Problem details:
Repeat exactly the lines that run from the start of the records below to the line with "filter:drop-shadow(0 0 3px", including both of those lines but not the pictures.

[Stored items]
--------------------------------
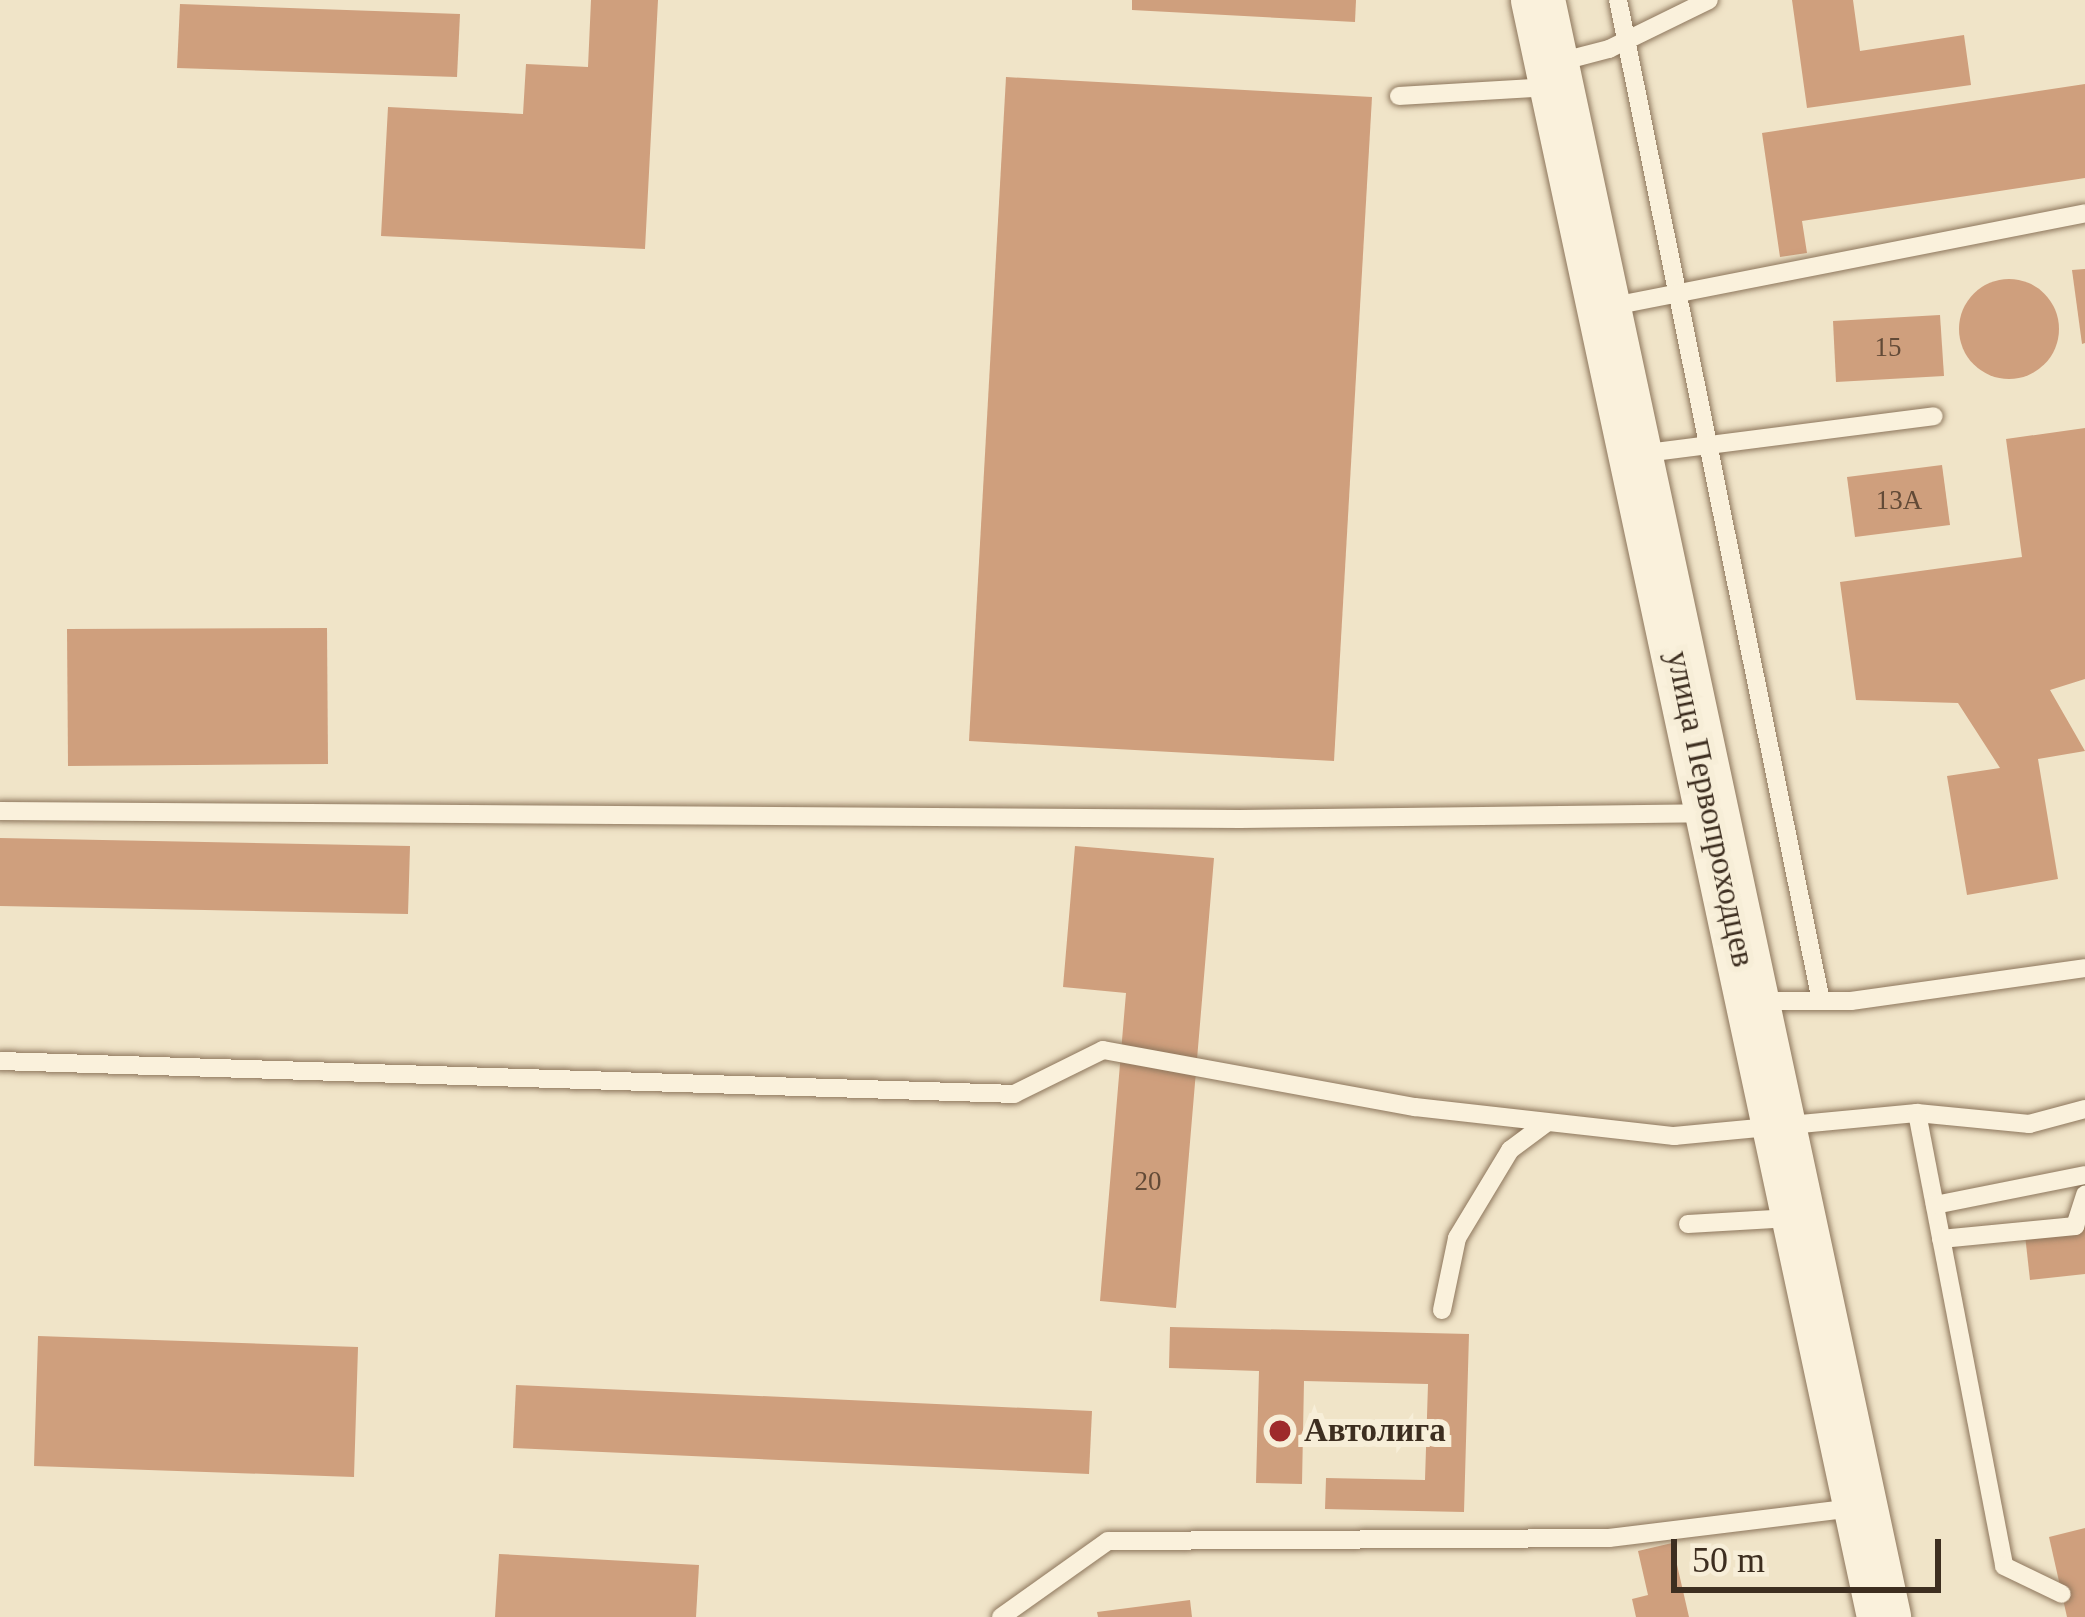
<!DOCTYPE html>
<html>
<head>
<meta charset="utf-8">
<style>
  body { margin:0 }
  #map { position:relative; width:2085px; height:1617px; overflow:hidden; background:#f0e4c8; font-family:Georgia,serif }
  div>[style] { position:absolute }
  .building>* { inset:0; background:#cf9f7d }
  .round { border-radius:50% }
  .roads { filter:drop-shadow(0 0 3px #8d765c) drop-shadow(0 0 3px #8d765c) }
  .lane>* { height:18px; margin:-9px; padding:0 9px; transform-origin:9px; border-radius:9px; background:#faf1dc }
  .secondary>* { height:54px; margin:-27px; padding:0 27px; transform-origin:27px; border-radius:27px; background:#faf1dc }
  .dots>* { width:33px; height:33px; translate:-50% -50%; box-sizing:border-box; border:6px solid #f7eed8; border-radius:50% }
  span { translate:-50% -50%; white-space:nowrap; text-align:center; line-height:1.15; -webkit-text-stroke:12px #f7eed8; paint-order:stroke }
  .number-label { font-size:27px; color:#624a37 }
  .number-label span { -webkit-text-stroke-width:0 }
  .street-label { font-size:33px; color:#3d2e20 }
  .poi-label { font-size:33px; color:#3d2e20; font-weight:700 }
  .left { translate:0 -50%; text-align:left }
  .scale { position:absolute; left:1671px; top:1539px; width:270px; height:54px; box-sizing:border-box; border:6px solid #3d2e20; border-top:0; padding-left:15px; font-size:36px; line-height:42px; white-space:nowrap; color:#3d2e20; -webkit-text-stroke:9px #f7eed8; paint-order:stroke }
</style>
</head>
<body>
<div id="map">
  <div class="building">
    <i style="clip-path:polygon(591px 0,658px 0,645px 249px,381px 236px,388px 107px,523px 114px,526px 64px,588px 67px)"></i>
    <i style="clip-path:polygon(1132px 0,1356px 0,1355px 22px,1132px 10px)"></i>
    <i style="clip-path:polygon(1792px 0,1853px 0,1860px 51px,1964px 35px,1971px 85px,1807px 108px)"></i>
    <i style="clip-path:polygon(180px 4px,460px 14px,457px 77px,177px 68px)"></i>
    <i style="clip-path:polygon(1006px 77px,1372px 97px,1334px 761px,969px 741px)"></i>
    <i style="clip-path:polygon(2085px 84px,2085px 178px,1802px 221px,1807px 253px,1780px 257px,1762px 133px)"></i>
    <i style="clip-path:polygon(2085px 269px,2085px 343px,2082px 344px,2072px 270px)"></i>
    <i class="round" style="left:1959px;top:279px;width:100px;height:100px"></i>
    <i style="clip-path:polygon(1940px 315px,1944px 376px,1836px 382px,1833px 321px)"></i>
    <i style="clip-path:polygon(2085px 428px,2085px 679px,2050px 690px,2085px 751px,2038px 759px,2058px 879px,1967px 895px,1947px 776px,2000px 768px,1958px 703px,1856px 700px,1840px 582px,2022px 557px,2006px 439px)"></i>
    <i style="clip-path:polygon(1942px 465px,1950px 525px,1855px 537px,1847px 477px)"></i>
    <i style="clip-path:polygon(327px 628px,328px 764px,68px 766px,67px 629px)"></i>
    <i style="clip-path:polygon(0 838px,410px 846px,408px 914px,0 906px)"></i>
    <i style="clip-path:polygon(1075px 846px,1214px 858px,1176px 1308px,1100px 1301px,1126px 993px,1063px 987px)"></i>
    <i style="clip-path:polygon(2085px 1228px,2085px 1274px,2030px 1280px,2025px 1235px)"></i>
    <i style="clip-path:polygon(1170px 1327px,1469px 1334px,1464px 1512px,1325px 1509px,1326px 1478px,1425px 1480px,1428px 1384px,1304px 1381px,1302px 1484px,1256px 1483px,1259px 1371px,1169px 1368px)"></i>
    <i style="clip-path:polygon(38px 1336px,358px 1347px,354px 1477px,34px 1466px)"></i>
    <i style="clip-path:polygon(516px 1385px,1092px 1411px,1089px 1474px,513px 1448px)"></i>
    <i style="clip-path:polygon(2085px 1528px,2085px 1617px,2067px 1617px,2049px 1537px)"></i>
    <i style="clip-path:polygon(1672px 1543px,1689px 1617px,1636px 1617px,1632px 1599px,1648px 1595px,1638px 1551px)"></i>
    <i style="clip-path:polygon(499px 1554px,699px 1565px,696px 1617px,495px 1617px)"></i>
    <i style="clip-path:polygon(1190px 1600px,1192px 1617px,1098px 1617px,1097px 1612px)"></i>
  </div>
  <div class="roads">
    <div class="lane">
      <i style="left:1618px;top:0;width:1021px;rotate:78.54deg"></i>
      <i style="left:1559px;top:62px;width:52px;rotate:-14.6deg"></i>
      <i style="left:1609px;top:49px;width:111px;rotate:-26.1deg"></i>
      <i style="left:1399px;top:96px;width:151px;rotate:-3.4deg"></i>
      <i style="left:1608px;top:307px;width:486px;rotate:-11.1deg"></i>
      <i style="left:1639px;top:454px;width:297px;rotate:-7.3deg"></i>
      <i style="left:0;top:811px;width:1240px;rotate:0.37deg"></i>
      <i style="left:1240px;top:819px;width:465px;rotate:-0.7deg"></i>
      <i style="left:1757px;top:1001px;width:94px"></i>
      <i style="left:1851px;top:1001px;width:236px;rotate:-8deg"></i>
      <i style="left:0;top:1061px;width:1015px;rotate:1.86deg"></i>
      <i style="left:1014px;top:1094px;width:99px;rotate:-26.3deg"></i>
      <i style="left:1103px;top:1050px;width:317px;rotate:10.4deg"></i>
      <i style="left:1415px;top:1107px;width:261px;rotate:6.4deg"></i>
      <i style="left:1674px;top:1136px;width:244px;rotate:-5.4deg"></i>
      <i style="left:1917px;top:1113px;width:113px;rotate:5.6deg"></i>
      <i style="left:2029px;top:1124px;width:58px;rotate:-15deg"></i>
      <i style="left:1917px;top:1113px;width:461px;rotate:79.1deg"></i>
      <i style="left:2004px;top:1566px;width:64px;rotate:25.8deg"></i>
      <i style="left:1935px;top:1205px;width:153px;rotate:-11.3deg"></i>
      <i style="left:1688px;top:1224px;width:103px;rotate:-3.3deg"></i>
      <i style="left:1941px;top:1239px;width:135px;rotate:-5.5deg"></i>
      <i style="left:2075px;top:1226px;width:33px;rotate:-72deg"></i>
      <i style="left:1442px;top:1310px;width:74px;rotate:-78.2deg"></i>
      <i style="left:1457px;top:1238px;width:103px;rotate:-58.9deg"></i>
      <i style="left:1510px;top:1150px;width:44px;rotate:-36.6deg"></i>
      <i style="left:1001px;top:1617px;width:131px;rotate:-35.4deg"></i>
      <i style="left:1108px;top:1541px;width:501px;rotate:-0.34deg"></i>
      <i style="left:1609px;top:1538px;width:248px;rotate:-7deg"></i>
    </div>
    <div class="secondary">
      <i style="left:1538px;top:0;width:1654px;rotate:77.92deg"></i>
    </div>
  </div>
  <div class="dots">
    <i style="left:1280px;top:1431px;background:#9e2a2b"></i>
  </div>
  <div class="number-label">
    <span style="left:1888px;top:348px">15</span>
    <span style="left:1899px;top:501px">13А</span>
    <span style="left:1148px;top:1182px">20</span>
  </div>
  <div class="street-label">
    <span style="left:1710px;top:809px;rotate:78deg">улица Первопроходцев</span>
  </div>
  <div class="poi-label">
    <span class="left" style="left:1304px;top:1431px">Автолига</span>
  </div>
  <div class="scale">50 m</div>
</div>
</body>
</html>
--------------------------------
Answer to this exercise:
<!DOCTYPE html>
<html>
<head>
<meta charset="utf-8">
<style>
  body { margin:0 }
  #map { position:relative; width:2085px; height:1617px; overflow:hidden; background:#f0e4c8; font-family:Georgia,serif }
  div>[style] { position:absolute }
  .building>* { inset:0; background:#cf9f7d }
  .round { border-radius:50% }
  .roads { filter:drop-shadow(0 0 3px #8d765c) drop-shadow(0 0 3px #8d765c) }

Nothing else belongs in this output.